Robin Mansell is Professor of New Media and Head of Department, Department of Media and Communications, London School of Economics and Political Science. She is internationally known for her work on the social, economic, and political issues arising from new technologies, especially information and communication technologies.
Her work examines the integration of new technologies into society and the sources of regulatory effectiveness and failure. She is a leading contributor to policy debates on the potential of and risks associated with new media; the challenges presented by global inequality and the role of the media and communication; and the need to develop new forms of media literacy.
She is an academic governor of the London School of Economics, a trustee of the Institute of Development Studies Sussex, Honorary Professor at Witwatersrand University and Sussex University, and President of IAMCR (International Association for Media and Communications Research), a worldwide professional association for academics in this field. Her many publications include The Oxford Handbook of Information and Communication Technologies (Oxford University Press 2007), Trust and Crime in Information Societies (Elgar 2005) and Mobilizing the Information Society (Oxford 2000).

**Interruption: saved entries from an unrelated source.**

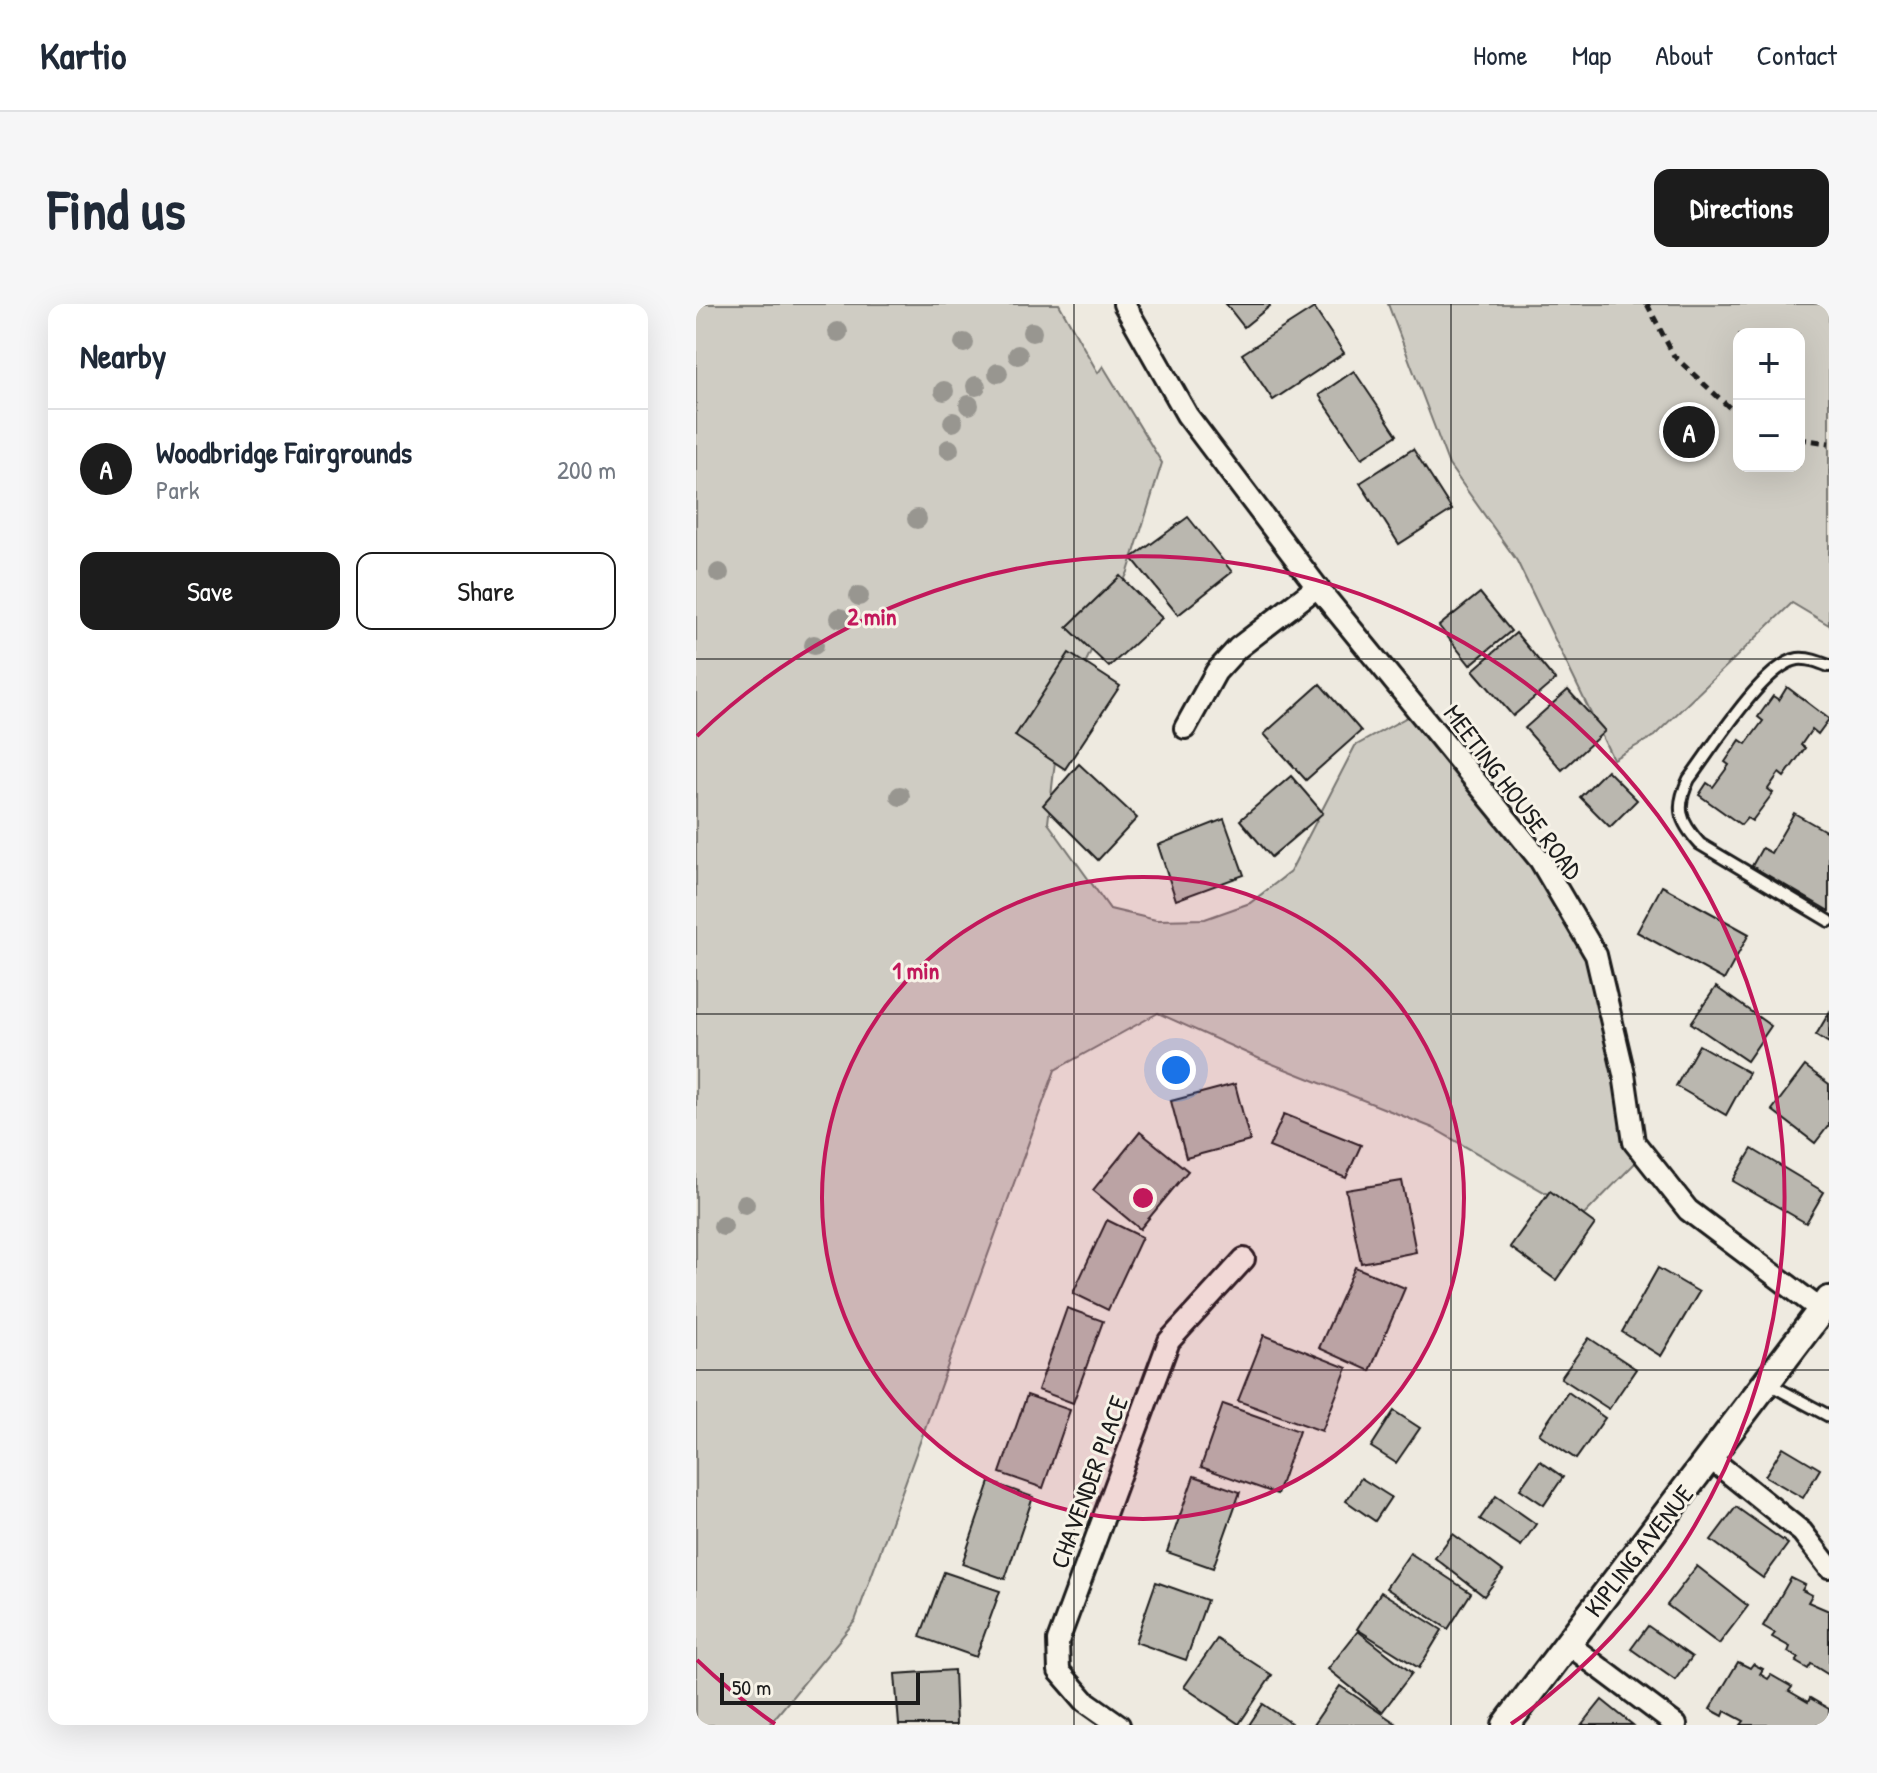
<!DOCTYPE html>
<meta charset="utf-8">
<style>
:root{--surface:#fff;--page:#f6f6f7;--text:#1f2937;--muted:#747a83;--line:#e0e1e3;--accent:#1c1c1c}
body{margin:0;font-family:"Patrick Hand",sans-serif;background:var(--page);color:var(--text)}
.controls{position:absolute;right:24px;top:24px;display:grid;overflow:hidden;border-radius:16px;box-shadow:0 8px 32px #0002}
.controls button{width:72px;height:72px;display:grid;place-items:center;padding:0;border:0;border-bottom:2px solid var(--line);background:var(--surface);color:var(--text);font:40px sans-serif}
.scale{position:absolute;left:24px;bottom:20px;width:200px;box-sizing:border-box;padding-left:8px;border:4px solid #1c1c1c;border-top:0;font-size:22px;line-height:28px;white-space:nowrap;color:#1c1c1c;-webkit-text-stroke:6px #f7f3e8;paint-order:stroke}
.you{position:absolute;left:480px;top:766px;width:28px;height:28px;margin:-20px;border:6px solid #fff;border-radius:50%;background:#1a73e8;box-shadow:0 0 0 12px #1a73e833}
.badge{display:grid;place-items:center;width:52px;height:52px;border-radius:50%;background:var(--accent);color:#fff;font-size:26px;font-weight:700}
.pin{position:absolute;translate:-50% -50%;border:4px solid #fff;box-shadow:0 2px 8px #0006}
.list{margin:0;padding:0;list-style:none}
h2{display:flex;justify-content:space-between;align-items:center;height:104px;margin:0;padding:0 32px;font-size:34px}
h2 small{font-size:26px;font-weight:400;color:var(--muted)}
.list li{display:grid;grid-template-columns:52px 1fr auto;gap:24px;align-items:center;box-sizing:border-box;height:120px;padding:0 32px;border-top:2px solid var(--line)}
.list b{display:block;font-size:30px;white-space:nowrap}
.list p{margin:0;font-size:26px;white-space:nowrap;color:var(--muted)}
.list em{font-size:26px;font-style:normal;color:var(--muted)}
.actions{display:flex;gap:16px;padding:24px 32px}
.actions a{flex:1;padding:18px 0;border:2px solid var(--accent);border-radius:16px;text-align:center;font-size:28px;color:var(--accent)}
.actions .main{background:var(--accent);color:#fff}
.map{position:relative;flex:none;width:1133px;height:1421px;overflow:hidden;border-radius:16px}
header{display:flex;align-items:center;gap:48px;box-sizing:border-box;height:112px;padding:0 40px;background:var(--surface);border-bottom:2px solid var(--line)}
header strong{font-size:38px}
nav{display:flex;gap:44px;margin-inline-start:auto;font-size:28px}
.intro{display:flex;align-items:center;justify-content:space-between;box-sizing:border-box;height:192px;padding:0 48px}
h1{margin:0;font-size:56px}
.button{padding:20px 36px;border-radius:16px;background:var(--accent);color:#fff;font-size:28px;font-weight:700}
main{display:flex;gap:48px;padding:0 48px}
aside{flex:1;background:var(--surface);border-radius:16px;box-shadow:0 8px 32px #0002}
.map>svg:first-child{display:block}
.green{fill:#cfccc3;stroke:#767470;stroke-width:2;fill-rule:evenodd}
.building{fill:#bab7af;stroke:#1c1c1c;stroke-width:2}
.lines{fill:none;stroke-linecap:round;stroke-linejoin:round}
.service-casing{stroke:#1c1c1c;stroke-width:16}
.minor-casing{stroke:#1c1c1c;stroke-width:26}
.tertiary-casing{stroke:#1c1c1c;stroke-width:32}
.path{stroke:#1c1c1c;stroke-width:5;stroke-dasharray:8 6;stroke-linecap:butt}
.service{stroke:#f7f3e8;stroke-width:10}
.minor{stroke:#f7f3e8;stroke-width:20}
.tertiary{stroke:#f7f3e8;stroke-width:26}
.tree{fill:#989690}
.grid{fill:none;stroke:#1c1c1c;stroke-width:2;stroke-opacity:0.55}
.ring{fill:none;stroke:#c2185b;stroke-width:4}
.labels{text-anchor:middle;stroke-width:6;stroke-linejoin:round;paint-order:stroke}
.street-label{font-size:26px;fill:#1c1c1c;stroke:#f7f3e8}
.centre{fill:#c2185b;stroke:#f7f3e8;stroke-width:4}
.ring-label{font-size:24px;text-anchor:middle;font-weight:bold;fill:#c2185b;stroke:#f7f3e8;stroke-width:6;stroke-linejoin:round;paint-order:stroke}
</style>
<header>
<strong>Kartio</strong>
<nav><a>Home</a><a>Map</a><a>About</a><a>Contact</a></nav>
</header>
<div class="intro"><h1>Find us</h1><a class="button">Directions</a></div>
<main>
<aside>
<h2>Nearby<small></small></h2>
<ul class="list">
<li><span class="badge">A</span><div><b>Woodbridge Fairgrounds</b><p>Park</p></div><em>200 m</em></li>
</ul>
<div class="actions"><a class="main">Save</a><a>Share</a></div>
</aside>
<div class="map">
<svg width="1133" height="1421" viewBox="0 0 1133 1421">
<rect width="100%" height="100%" fill="#eeeae0"/>
<filter id="ink" filterUnits="userSpaceOnUse"><feTurbulence type="fractalNoise" baseFrequency=".0125" numOctaves="2"/><feDisplacementMap in="SourceGraphic" scale="16" xChannelSelector="R" yChannelSelector="G"/><feConvolveMatrix kernelMatrix="1 2 1 2 8 2 1 2 1" color-interpolation-filters="sRGB"/></filter>
<g filter="url(#ink)">
<g class="green">
<path d="M0,0H363L402,69L407,62L466,159L432,268L364,413L352,519L414,605L460,616L509,615L554,599L594,568L659,442L731,402L892,626L946,852L888,911L737,824L564,755L462,709L359,766L159,1317L73,1421H0Z"/>
<path d="M692,0H1133V321L1096,299L958,432L917,455L821,257L753,161ZM1043,30H1103V162H1043Z"/>
</g>
<g class="building">
<path d="M530,0H573L574,2L548,23Z"/>
<path d="M618,4L648,49L577,96L546,50Z"/>
<path d="M658,67L701,131L666,154L623,91Z"/>
<path d="M717,145L756,206L703,240L664,179Z"/>
<path d="M492,213L536,268L482,311L436,254Z"/>
<path d="M424,272L466,314L413,363L371,323Z"/>
<path d="M784,289L815,327L774,361L743,322Z"/>
<path d="M820,329L859,376L817,412L777,366Z"/>
<path d="M373,349L424,382L369,465L319,432Z"/>
<path d="M624,380L665,427L610,476L568,430Z"/>
<path d="M1091,383L1133,415L1122,430L1116,425L1105,441L1109,444L1088,473L1083,469L1072,485L1077,489L1056,517L1051,514L1045,521L1003,491L1011,479L1017,483L1033,461L1029,458L1044,436L1050,440L1067,417L1062,413L1077,392L1083,396Z"/>
<path d="M872,386L909,427L866,466L829,424Z"/>
<path d="M383,460L441,514L402,556L347,501Z"/>
<path d="M911,466L941,496L914,523L884,493Z"/>
<path d="M595,472L627,509L575,553L544,516Z"/>
<path d="M1098,509L1133,529V607L1056,562L1066,544L1075,549Z"/>
<path d="M528,515L548,571L480,596L462,541Z"/>
<path d="M966,582L1053,630L1028,676L941,628Z"/>
<path d="M1020,683L1075,722L1051,757L995,719Z"/>
<path d="M1133,709V739L1120,731Z"/>
<path d="M1003,741L1053,769L1030,811L980,782Z"/>
<path d="M1109,762L1133,780V821L1119,839L1076,806Z"/>
<path d="M539,780L554,837L490,854L475,797Z"/>
<path d="M588,810L665,841L650,874L573,843Z"/>
<path d="M444,828L492,867L444,925L397,886Z"/>
<path d="M1056,845L1128,888L1110,919L1037,877Z"/>
<path d="M706,877L720,948L665,959L650,886Z"/>
<path d="M854,887L899,920L860,976L814,943Z"/>
<path d="M411,916L446,933L412,1006L377,989Z"/>
<path d="M659,963L709,984L674,1067L623,1044Z"/>
<path d="M962,964L1003,988L965,1052L926,1028Z"/>
<path d="M371,1004L407,1017L377,1099L342,1086Z"/>
<path d="M568,1031L651,1064L626,1127L542,1097Z"/>
<path d="M893,1034L940,1065L913,1105L865,1074Z"/>
<path d="M872,1088L909,1114L880,1155L843,1130Z"/>
<path d="M331,1091L374,1106L347,1184L304,1169Z"/>
<path d="M527,1100L603,1127L581,1190L505,1163Z"/>
<path d="M698,1107L724,1124L700,1159L675,1143Z"/>
<path d="M1087,1143L1124,1165L1107,1194L1069,1172Z"/>
<path d="M844,1157L867,1173L848,1201L824,1185Z"/>
<path d="M498,1172L544,1188L517,1264L471,1248Z"/>
<path d="M665,1174L695,1193L679,1217L650,1197Z"/>
<path d="M294,1178L337,1193L309,1275L266,1260Z"/>
<path d="M800,1192L840,1220L825,1242L784,1215Z"/>
<path d="M1040,1203L1092,1240L1067,1274L1015,1236Z"/>
<path d="M757,1230L807,1267L788,1292L739,1254Z"/>
<path d="M714,1249L775,1289L752,1325L690,1284Z"/>
<path d="M1001,1262L1052,1302L1023,1340L971,1301Z"/>
<path d="M248,1268L304,1287L280,1353L224,1333Z"/>
<path d="M1095,1274L1109,1281L1106,1286L1116,1291L1112,1298L1133,1307V1371L1115,1360L1112,1365L1100,1358L1103,1354L1092,1348L1094,1343L1076,1333L1079,1329L1067,1322Z"/>
<path d="M460,1278L511,1296L490,1356L439,1338Z"/>
<path d="M685,1288L746,1326L723,1364L661,1325Z"/>
<path d="M952,1322L996,1353L979,1376L935,1345Z"/>
<path d="M662,1327L716,1369L686,1408L632,1365Z"/>
<path d="M521,1335L576,1371L543,1420L488,1383Z"/>
<path d="M1042,1358L1054,1364L1057,1360L1067,1365L1064,1370L1072,1375L1075,1371L1096,1383L1093,1387L1112,1398L1114,1394L1133,1405V1421H1045L1048,1417L1029,1407L1027,1412L1014,1405Z"/>
<path d="M258,1366L260,1421H203L199,1370Z"/>
<path d="M644,1382L701,1420V1421H617Z"/>
<path d="M906,1396L937,1421H886Z"/>
<path d="M567,1400L595,1419L594,1421H553Z"/>
</g>
<g class="lines">
<defs>
<g id="service">
<path d="M1133,362C1123,358 1113,354 1102,355C1068,360 1015,446 993,475C979,503 983,517 1004,540L1133,617"/>
<path d="M1071,1079L1133,1112"/>
</g>
<g id="minor">
<path d="M428,0L491,111L621,283L844,556L900,651L928,770L938,838L992,906L1125,1006"/>
<path d="M489,424L520,368L542,344L621,283"/>
<path d="M1014,1154L1106,1228L1133,1263"/>
<path d="M872,1340L980,1421"/>
<path d="M423,1421L389,1397L363,1367L362,1337L473,1037L548,955"/>
</g>
<path id="tertiary" d="M810,1421L1133,996"/>
</defs>
<use href="#service" class="service-casing"/>
<use href="#minor" class="minor-casing"/>
<use href="#tertiary" class="tertiary-casing"/>
<g class="path">
<path d="M951,0L978,52L1035,105L1043,108"/>
<path d="M1103,135L1133,139"/>
</g>
<use href="#service" class="service"/>
<use href="#minor" class="minor"/>
<use href="#tertiary" class="tertiary"/>
</g>
<g class="tree">
<circle cx="142" cy="28" r="10"/>
<circle cx="336" cy="28" r="10"/>
<circle cx="268" cy="39" r="10"/>
<circle cx="322" cy="51" r="10"/>
<circle cx="302" cy="69" r="10"/>
<circle cx="280" cy="82" r="10"/>
<circle cx="248" cy="87" r="10"/>
<circle cx="273" cy="101" r="10"/>
<circle cx="257" cy="118" r="10"/>
<circle cx="253" cy="145" r="10"/>
<circle cx="221" cy="215" r="10"/>
<circle cx="23" cy="269" r="10"/>
<circle cx="163" cy="292" r="10"/>
<circle cx="144" cy="314" r="10"/>
<circle cx="118" cy="341" r="10"/>
<circle cx="204" cy="492" r="10"/>
<circle cx="49" cy="900" r="10"/>
<circle cx="27" cy="922" r="10"/>
</g>
</g>
<path class="grid" d="M378,0V1421M755,0V1421M0,355H1133M0,710H1133M0,1066H1133"/>
<circle cx="447" cy="894" r="321" fill="#c2185b" fill-opacity=".12"/>
<g class="ring">
<circle cx="447" cy="894" r="321"/>
<path d="M79 1420A642 642 0 0 1 1 1356M1 432A642 642 0 1 1 815 1420"/>
</g>
<g class="labels">
<g class="street-label">
<text transform="translate(817 488) rotate(53)" y="9">MEETING HOUSE ROAD</text>
<text transform="translate(393 1178) rotate(-70)" y="9">CHAVENDER PLACE</text>
<text transform="translate(943 1247) rotate(-52)" y="9">KIPLING AVENUE</text>
</g>
</g>
<circle cx="447" cy="894" r="12" class="centre"/>
<g class="ring-label">
<text x="176" y="321">2 min</text>
<text x="220" y="675">1 min</text>
</g>
</svg>
<div class="controls">
<button>+</button>
<button>−</button>
</div>
<div class="scale">50 m</div>
<div class="you"></div>
<div class="pin badge" style="left:993px;top:128px">A</div>
</div>
</main>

A Canadian, trained in social psychology and political economy, she received her PhD from Simon Fraser University, Canada and holds an MSc from the London School of Economics. Before joining the London School of Economics in 2001, she worked at the OECD and the Science, Technology and Policy Research Unit (SPRU) University of Sussex. She has served as a consultant to a range of UN agencies, OECD, ministries of governments and leading companies, and is a Board member of research institutes based in Austria, Singapore, Spain, Sri Lanka, and Uruguay.